[Date Prev][Date Next][Thread Prev][Thread Next][Date Index][Thread Index][Subject Index][Author Index]

Re: [dinosaur] Fossil theropods, dated phylogenies: topology, divergence dates, and macroevolutionary inferences

Thomas R. Holtz, Jr. <tholtz@geology.umd.edu> wrote:

The point is that traditional phylogenetics and modern ones are both hindered in the same way: there IS no direct independent empirical evidence. So saying "we have 45% confidence it is the ancestor" (for instance) is actually not something we can verify.

I have to admit I find the notion of "verifying" degrees of belief (probabilistic statements) confused. It seems to invite a sort of infinite regress: first, we obtain the probability of the parameter of interest taking on a particular value, then we estimate the probability of the estimated probability being correct, etc. Even if we had some independent evidence, this is not what we'd want to do with it, nor would we use it just to say whether the original value of 45% was right or wrong and leave it at that. Instead, the proper Bayesian thing to do would be to update it. That way, we would get a new number, whose difference from the previous value would be a concise, easily interpretable summary of exactly what impact the new evidence had on our initial hypothesis.

In principle, I don't see any difference between "we have 45% confidence it is the ancestor" and "we have 45% confidence it is the sister group". If there really is none, and both statements should be viewed as problematic in light of the fact that paleontologists have access to no data sources other than those aspects of morphology that are likely to be preserved in the fossil record, that either means that inferring fossil-only phylogenies is not worth the effort (given your publication history, I'm sure that is not your actual viewpoint), or that we should content ourselves with point estimates, without trying to quantify the uncertainty that is associated with them.

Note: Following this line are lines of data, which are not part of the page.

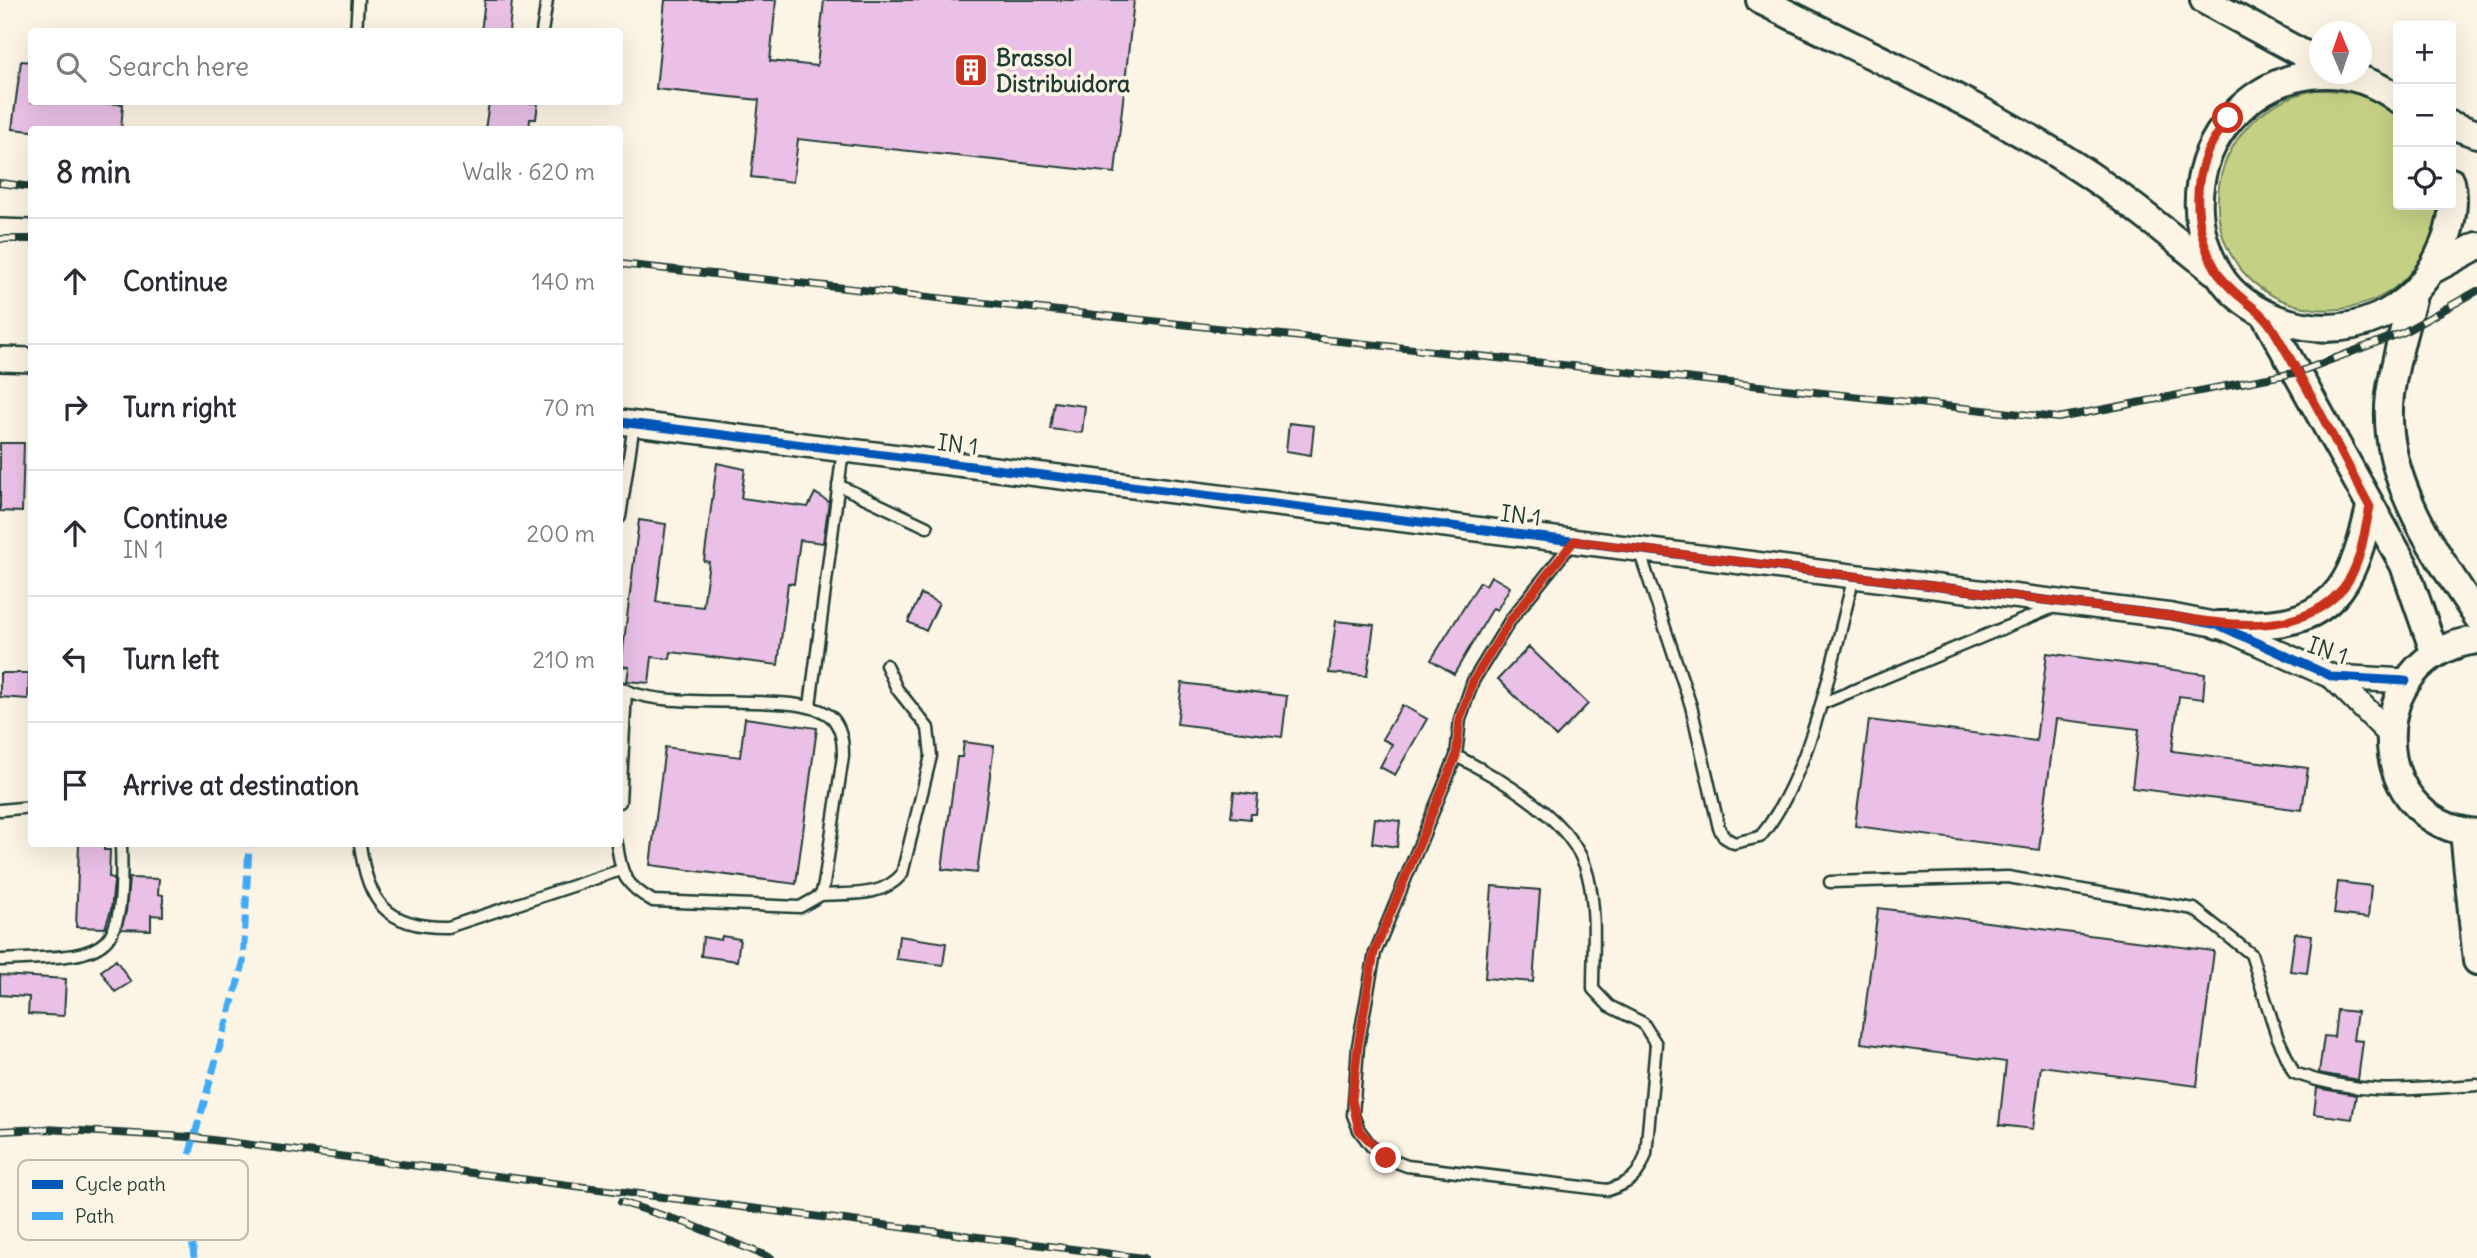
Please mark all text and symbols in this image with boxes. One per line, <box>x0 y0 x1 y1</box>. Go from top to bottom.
north arrow <box>2309 21 2372 84</box>
map controls <box>2393 21 2456 210</box>
button: + <box>2393 21 2456 84</box>
search box <box>28 28 623 105</box>
place label: Brassol Distribuidora <box>996 43 1130 98</box>
icon: search <box>52 48 90 86</box>
text: Search here <box>108 50 249 83</box>
building icon: Brassol Distribuidora <box>952 51 990 89</box>
button: − <box>2393 84 2456 147</box>
route start <box>2212 102 2243 133</box>
button: locate <box>2393 147 2456 210</box>
text: 8 min <box>56 153 131 191</box>
text: Walk · 620 m <box>462 157 595 186</box>
icon: ahead <box>56 262 94 300</box>
text: Continue <box>123 265 228 298</box>
text: 140 m <box>532 267 595 296</box>
icon: right <box>56 388 94 426</box>
text: Turn right <box>123 391 236 424</box>
text: 70 m <box>543 393 595 422</box>
street label: IN 1 <box>936 427 980 461</box>
street label: IN 1 <box>1499 498 1543 532</box>
text: Continue <box>123 502 228 535</box>
icon: ahead <box>56 514 94 552</box>
text: 200 m <box>526 519 595 548</box>
text: IN 1 <box>123 535 164 564</box>
street label: IN 1 <box>2304 630 2352 670</box>
icon: left <box>56 640 94 678</box>
text: Turn left <box>123 643 219 676</box>
text: 210 m <box>532 645 595 674</box>
icon: arrive <box>56 766 94 804</box>
text: Arrive at destination <box>123 769 359 802</box>
route end <box>1370 1142 1401 1173</box>
legend <box>18 1160 248 1240</box>
text: Cycle path <box>75 1172 166 1196</box>
text: Path <box>75 1204 114 1228</box>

I find this second position weird – surely the absence of independent evidence is an argument for putting error bars on our estimates, rather than against it!

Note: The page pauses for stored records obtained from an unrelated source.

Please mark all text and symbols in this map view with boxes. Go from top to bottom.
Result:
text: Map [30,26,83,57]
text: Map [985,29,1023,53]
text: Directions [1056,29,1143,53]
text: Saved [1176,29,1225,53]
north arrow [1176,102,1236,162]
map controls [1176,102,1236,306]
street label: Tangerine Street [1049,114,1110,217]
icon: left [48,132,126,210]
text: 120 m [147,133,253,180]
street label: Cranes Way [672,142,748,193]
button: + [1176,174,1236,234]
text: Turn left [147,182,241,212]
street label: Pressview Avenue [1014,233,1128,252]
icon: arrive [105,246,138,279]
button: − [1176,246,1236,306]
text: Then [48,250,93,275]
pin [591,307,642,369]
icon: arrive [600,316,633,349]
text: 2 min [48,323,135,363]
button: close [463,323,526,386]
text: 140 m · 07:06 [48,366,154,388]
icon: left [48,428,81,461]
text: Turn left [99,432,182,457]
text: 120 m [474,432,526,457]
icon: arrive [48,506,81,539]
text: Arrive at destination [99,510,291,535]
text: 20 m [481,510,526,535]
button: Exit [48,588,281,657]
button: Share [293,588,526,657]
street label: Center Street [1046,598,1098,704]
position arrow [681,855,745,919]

Again, why should anyone treat that number seriously? This has always been the difficulty of testing actual ancestor-descendant relationships.

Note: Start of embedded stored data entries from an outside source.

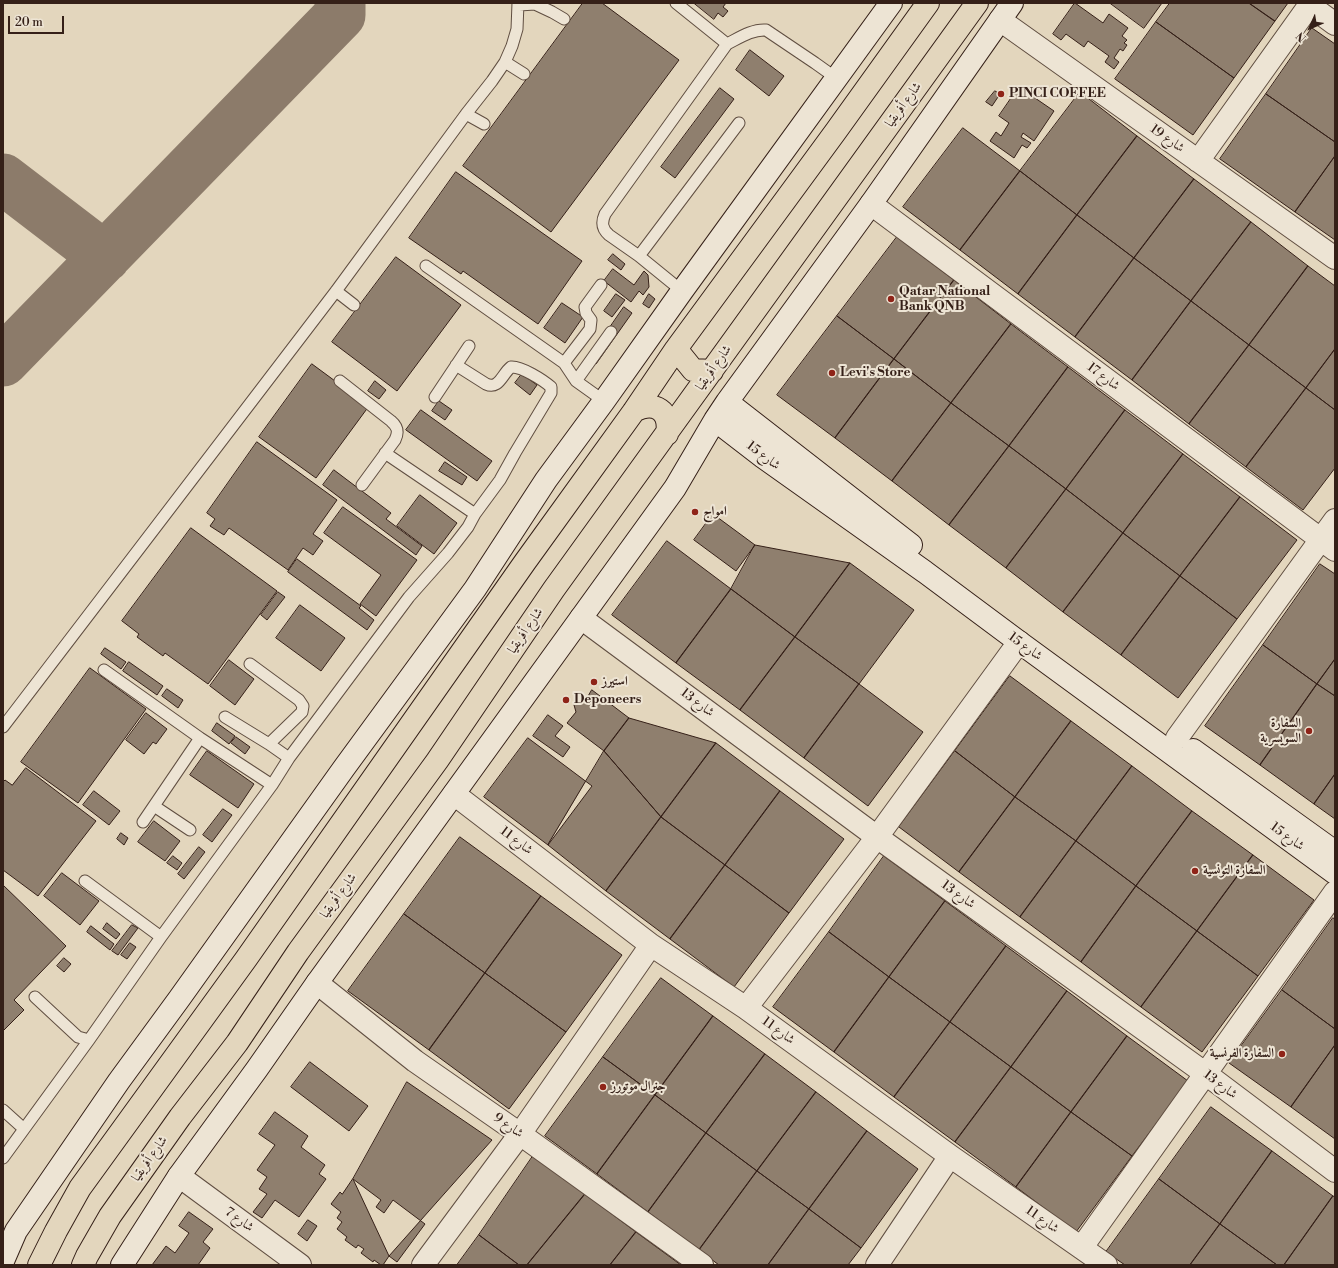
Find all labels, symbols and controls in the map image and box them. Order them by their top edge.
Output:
scale bar [10,8,66,34]
north arrow [1290,8,1330,48]
text: 20 m [15,15,43,30]
text: N [1293,28,1310,45]
street label: شارع أفريقيا [882,80,926,130]
place label: PINCI COFFEE [1009,86,1106,102]
marker: PINCI COFFEE [996,89,1006,99]
street label: شارع 19 [1147,122,1187,156]
place label: Qatar National Bank QNB [899,284,990,315]
marker: Qatar National Bank QNB [886,294,896,304]
street label: شارع أفريقيا [693,342,735,394]
street label: شارع 17 [1084,360,1122,394]
place label: Levi's Store [840,365,911,381]
marker: Levi's Store [827,368,837,378]
street label: شارع 15 [743,438,783,474]
place label: امواج [703,504,727,520]
marker: امواج [690,507,700,517]
street label: شارع أفريقيا [505,605,547,657]
street label: شارع 15 [1005,630,1045,664]
place label: استيرز [602,674,628,690]
marker: استيرز [589,677,599,687]
street label: شارع 13 [677,685,717,721]
place label: Deponeers [574,692,641,708]
marker: Deponeers [561,695,571,705]
place label: السفارة السويسرية [1260,716,1301,747]
marker: السفارة السويسرية [1304,726,1314,736]
street label: شارع 15 [1267,820,1307,854]
street label: شارع 11 [497,824,535,858]
place label: السفارة التونسية [1203,863,1266,879]
marker: السفارة التونسية [1190,866,1200,876]
street label: شارع أفريقيا [317,871,361,921]
street label: شارع 13 [938,878,978,912]
street label: شارع 11 [759,1014,797,1048]
place label: السفارة الفرنسية [1210,1046,1274,1062]
marker: السفارة الفرنسية [1277,1049,1287,1059]
street label: شارع 13 [1200,1067,1240,1103]
place label: جنرال موتورز [611,1079,666,1095]
marker: جنرال موتورز [598,1082,608,1092]
street label: شارع 9 [490,1110,526,1142]
street label: شارع أفريقيا [129,1133,171,1185]
street label: شارع 11 [1022,1203,1062,1237]
street label: شارع 7 [222,1204,256,1236]

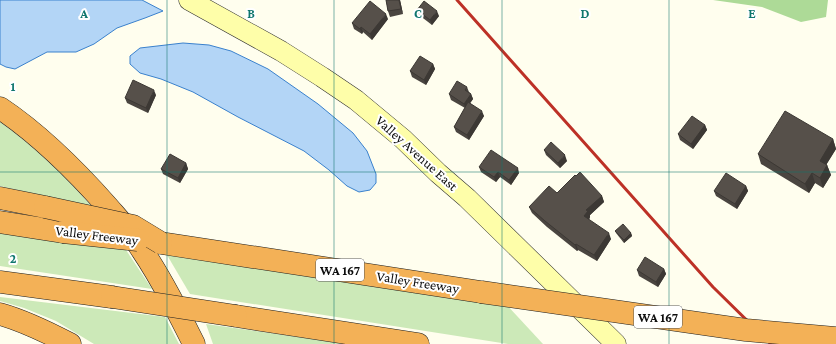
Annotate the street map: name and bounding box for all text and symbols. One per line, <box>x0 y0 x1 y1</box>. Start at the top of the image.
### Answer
text: A <box>79 6 88 21</box>
text: B <box>247 6 255 21</box>
text: C <box>414 6 422 21</box>
text: D <box>581 6 590 21</box>
text: E <box>748 6 756 21</box>
text: 1 <box>11 79 16 94</box>
street label: Valley Avenue East <box>373 112 461 194</box>
street label: Valley Freeway <box>55 222 140 248</box>
text: 2 <box>10 251 17 266</box>
road number: WA 167 <box>316 259 364 281</box>
street label: Valley Freeway <box>376 268 461 296</box>
road number: WA 167 <box>634 306 682 328</box>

By Bayes' rule, that number tells you the probability that your hypothesis is correct to the extent that you trust your model. If your model is no good, the number will be worthless as well, of course, but this brings us back to a point made by Bapst et al. (2016): models that allow for sampled ancestors are more realistic than those that don't.

That is difficult to reconcile with what you wrote above, since many
of the algorithms in question (cal3 in paleotree, SA-BDSS as
implemented in BEAST and MrBayes) attempt to estimate
ancestor-descendant relationships.

(Actually, they attempted to look at several different parameters, not just that.

Yes, but these parameters (node ages, branch rates, topology) are interdependent, and ignoring ancestor-descendant relationships will affect all of them. For example, if a given taxon is a tip rather than a sampled ancestor, the same (or lower) amount of character change will be spread out over a longer period of time, resulting in a decreased rate of evolution and older divergence times. This, in turn, can affect a lot of downstream inferences.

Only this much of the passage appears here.